## Task to complete:
In the material below, the lines from the one containing "ctx.lineJoin = 'round';" through the one containing "function label(font, color, halo, rows, align" are to be given again exactly, ends included, and no others.

## Exercise data:

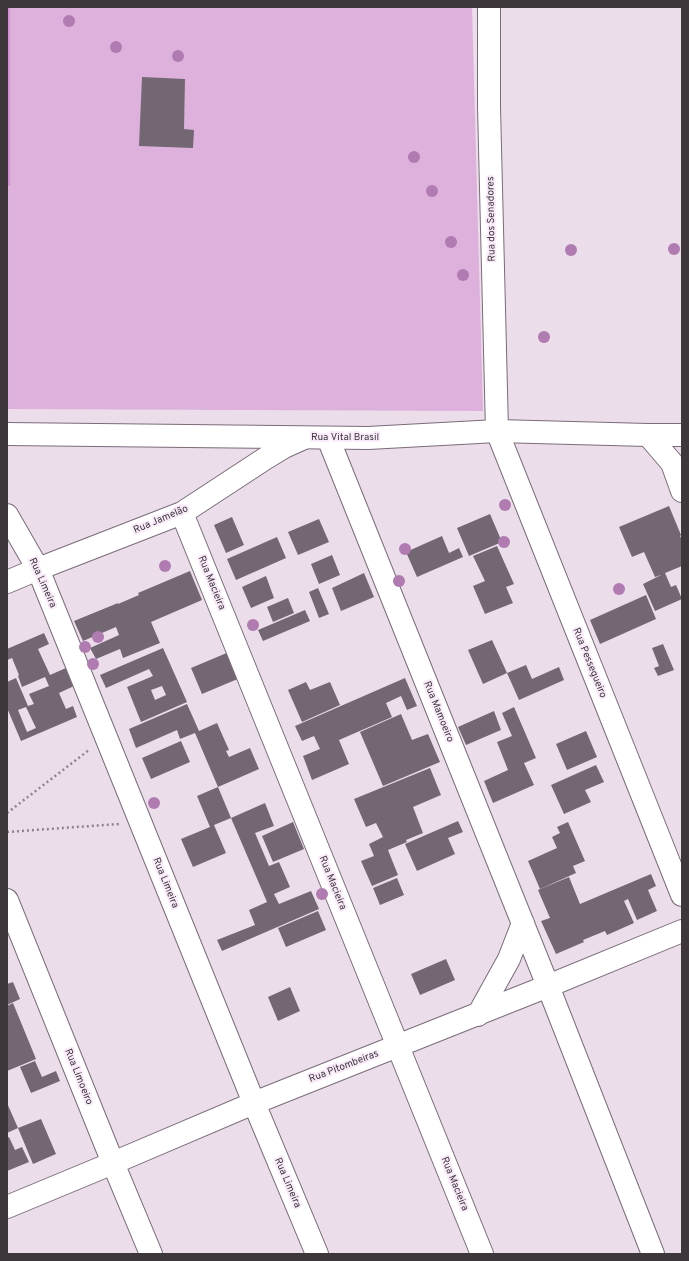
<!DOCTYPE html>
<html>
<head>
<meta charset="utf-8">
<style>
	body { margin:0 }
	#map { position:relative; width:689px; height:1261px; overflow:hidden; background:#ecddeb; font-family:Overpass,sans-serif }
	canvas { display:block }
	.frame { position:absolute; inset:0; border:8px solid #3d373c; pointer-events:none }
</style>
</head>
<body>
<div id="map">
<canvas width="689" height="1261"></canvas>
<div class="frame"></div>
</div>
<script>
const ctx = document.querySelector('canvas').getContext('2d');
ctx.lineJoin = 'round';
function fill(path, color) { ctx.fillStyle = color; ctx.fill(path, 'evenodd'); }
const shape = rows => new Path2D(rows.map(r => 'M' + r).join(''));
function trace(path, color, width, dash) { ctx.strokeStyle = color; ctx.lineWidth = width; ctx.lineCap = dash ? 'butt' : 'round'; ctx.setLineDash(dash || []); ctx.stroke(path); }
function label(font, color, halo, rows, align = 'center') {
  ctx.font = font + ' Overpass,sans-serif'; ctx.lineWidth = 4; ctx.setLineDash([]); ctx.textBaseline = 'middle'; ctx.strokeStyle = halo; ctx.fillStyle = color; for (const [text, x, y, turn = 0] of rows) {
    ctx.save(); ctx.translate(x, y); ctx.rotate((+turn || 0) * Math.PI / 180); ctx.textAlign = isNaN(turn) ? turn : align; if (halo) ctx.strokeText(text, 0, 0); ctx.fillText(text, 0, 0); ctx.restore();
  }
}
fill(shape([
	[10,7,472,7,483,411,7,409,7,186,10,186]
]), '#ddb1dc');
fill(shape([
	[7,7,10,7,10,186,7,186]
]), '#d791d7');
fill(shape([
	[142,77,185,79,184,129,194,130,193,148,139,146],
	[669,506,681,535,680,536,682,540,682,566,665,573,671,587,676,585,682,599,655,611,643,584,661,575,655,577,644,552,632,557,619,527],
	[490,514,502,542,469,556,457,528],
	[232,517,244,545,226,553,214,525],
	[319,519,329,542,298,555,288,532],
	[442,536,449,553,459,548,463,557,417,577,406,552],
	[277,537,286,558,236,580,227,559],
	[497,546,514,584,506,587,513,603,485,614,473,586,485,581,473,556],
	[332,555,340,575,319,584,311,564],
	[190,571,202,600,151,622,160,643,123,658,120,649,96,659,90,648,119,635,116,627,83,641,74,621,118,603,118,604,139,595,138,593],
	[364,573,374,597,341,611,332,588],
	[266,576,274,598,251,608,242,587],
	[318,588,329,614,319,618,309,592],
	[646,595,656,619,600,644,590,620],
	[288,598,294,613,273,622,267,607],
	[305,610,310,621,263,641,258,630],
	[44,633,49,644,38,649,50,675,66,668,74,686,59,693,66,709,73,706,77,717,21,741,7,708,7,682,16,678,28,706,34,704,29,694,49,686,45,677,22,687,18,676,19,675,12,658,7,660,7,649],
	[26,707,36,728,27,732,18,710],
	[492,640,507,673,483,684,468,650],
	[663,644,674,670,658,676,654,668,659,666,652,648],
	[163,648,187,702,141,722,127,687,153,676,149,669,106,688,100,675],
	[162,686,166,695,155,700,151,690],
	[229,652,240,678,202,694,191,668],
	[526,665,532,679,559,667,564,680,519,700,507,673],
	[405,678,417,706,407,710,401,696,386,703,392,717,339,740,349,764,312,780,303,756,320,749,314,736,302,741,295,726],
	[306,682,310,690,330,682,340,705,302,722,288,690],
	[187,704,199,731,217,723,229,750,226,751,229,757,250,748,259,769,218,787,195,733,180,739,177,730,136,748,129,729],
	[514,707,536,758,524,763,534,785,493,803,484,781,508,770,497,742,512,736,502,713],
	[494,711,501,730,466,745,458,727],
	[401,714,412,740,428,734,440,762,383,786,360,732],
	[586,731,597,757,567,770,556,744],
	[181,741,190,762,151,779,142,758],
	[596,765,604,782,585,790,591,802,564,814,551,785],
	[430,768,441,795,413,807,423,833,406,840,407,842,388,850,398,875,372,886,361,861,374,856,369,844,383,837,376,823,366,827,354,799],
	[218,787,231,818,214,825,226,853,193,867,181,839,210,827,197,796],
	[265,803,274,826,255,833,269,866,279,862,290,887,274,894,279,904,311,891,319,909,222,951,217,940,255,925,249,910,267,902,231,818],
	[458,821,463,832,448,838,455,854,417,871,405,844],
	[293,822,304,849,273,862,262,836],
	[568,822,585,861,573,866,576,873,540,889,528,861,557,848,552,837,560,833,557,827],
	[651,874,656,886,648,890,657,911,637,920,628,899,624,901,634,923,607,935,605,931,583,940,584,942,556,954,541,921,550,918,538,890,569,877,580,904],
	[397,878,404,895,380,905,373,888],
	[318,911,326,930,286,947,278,928],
	[446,959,455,980,420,995,411,974],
	[13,982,20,999,7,1005,7,984],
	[290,987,300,1011,278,1021,268,997],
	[13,1003,36,1059,7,1071,7,1041,8,1041,7,1038,7,1006],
	[35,1061,42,1077,56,1071,60,1081,31,1093,20,1067],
	[7,1103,18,1128,7,1133],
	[41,1119,56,1154,33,1164,18,1128],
	[9,1137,15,1150,22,1147,29,1162,7,1171,7,1138]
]), '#746774');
const minor = shape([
	[489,7,489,107,497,431,682,895],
	[648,435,672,463,682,491],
	[328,438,548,986,653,1254],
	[182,513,482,1254],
	[7,515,38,569,254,1103,317,1254],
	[7,582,38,569,182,513,266,458,284,447,304,438],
	[7,900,113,1163,151,1254],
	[478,1015,509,959,523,923],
	[7,1207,113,1163,254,1103,548,986,682,931]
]);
const major = shape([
	[7,434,368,438,497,431,648,435,682,435]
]);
trace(minor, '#7a6c79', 24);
trace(major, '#7a6c79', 24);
trace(shape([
	[7,813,89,750],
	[7,832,119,824]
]), '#8e838d', 2.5, [2, 3]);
trace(minor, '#fff', 22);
trace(major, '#fff', 22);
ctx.fillStyle = '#b07bb0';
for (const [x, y] of [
	[69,21],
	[116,47],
	[178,56],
	[414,157],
	[432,191],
	[451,242],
	[674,249],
	[571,250],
	[463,275],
	[544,337],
	[505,505],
	[504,542],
	[405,549],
	[165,566],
	[399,581],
	[619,589],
	[253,625],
	[98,637],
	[85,647],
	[93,664],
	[154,803],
	[322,894]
]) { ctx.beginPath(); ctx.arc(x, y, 6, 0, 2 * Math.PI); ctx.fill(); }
label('10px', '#3d373c', '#f9eaf9', [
	["Rua dos Senadores",492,219,-91],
	["Rua Vital Brasil",345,438],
	["Rua Jamelão",161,520,-23],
	["Rua Limeira",42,583,66],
	["Rua Macieira",211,583,68],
	["Rua Pessegueiro",589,663,68],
	["Rua Mamoeiro",438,712,68],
	["Rua Limeira",165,883,68],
	["Rua Macieira",332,883,68],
	["Rua Pitombeiras",344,1067,-21],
	["Rua Limoeiro",78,1077,68],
	["Rua Limeira",287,1183,67],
	["Rua Macieira",454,1184,68]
]);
</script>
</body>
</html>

## Solution:
ctx.lineJoin = 'round';
function fill(path, color) { ctx.fillStyle = color; ctx.fill(path, 'evenodd'); }
const shape = rows => new Path2D(rows.map(r => 'M' + r).join(''));
function trace(path, color, width, dash) { ctx.strokeStyle = color; ctx.lineWidth = width; ctx.lineCap = dash ? 'butt' : 'round'; ctx.setLineDash(dash || []); ctx.stroke(path); }
function label(font, color, halo, rows, align = 'center') {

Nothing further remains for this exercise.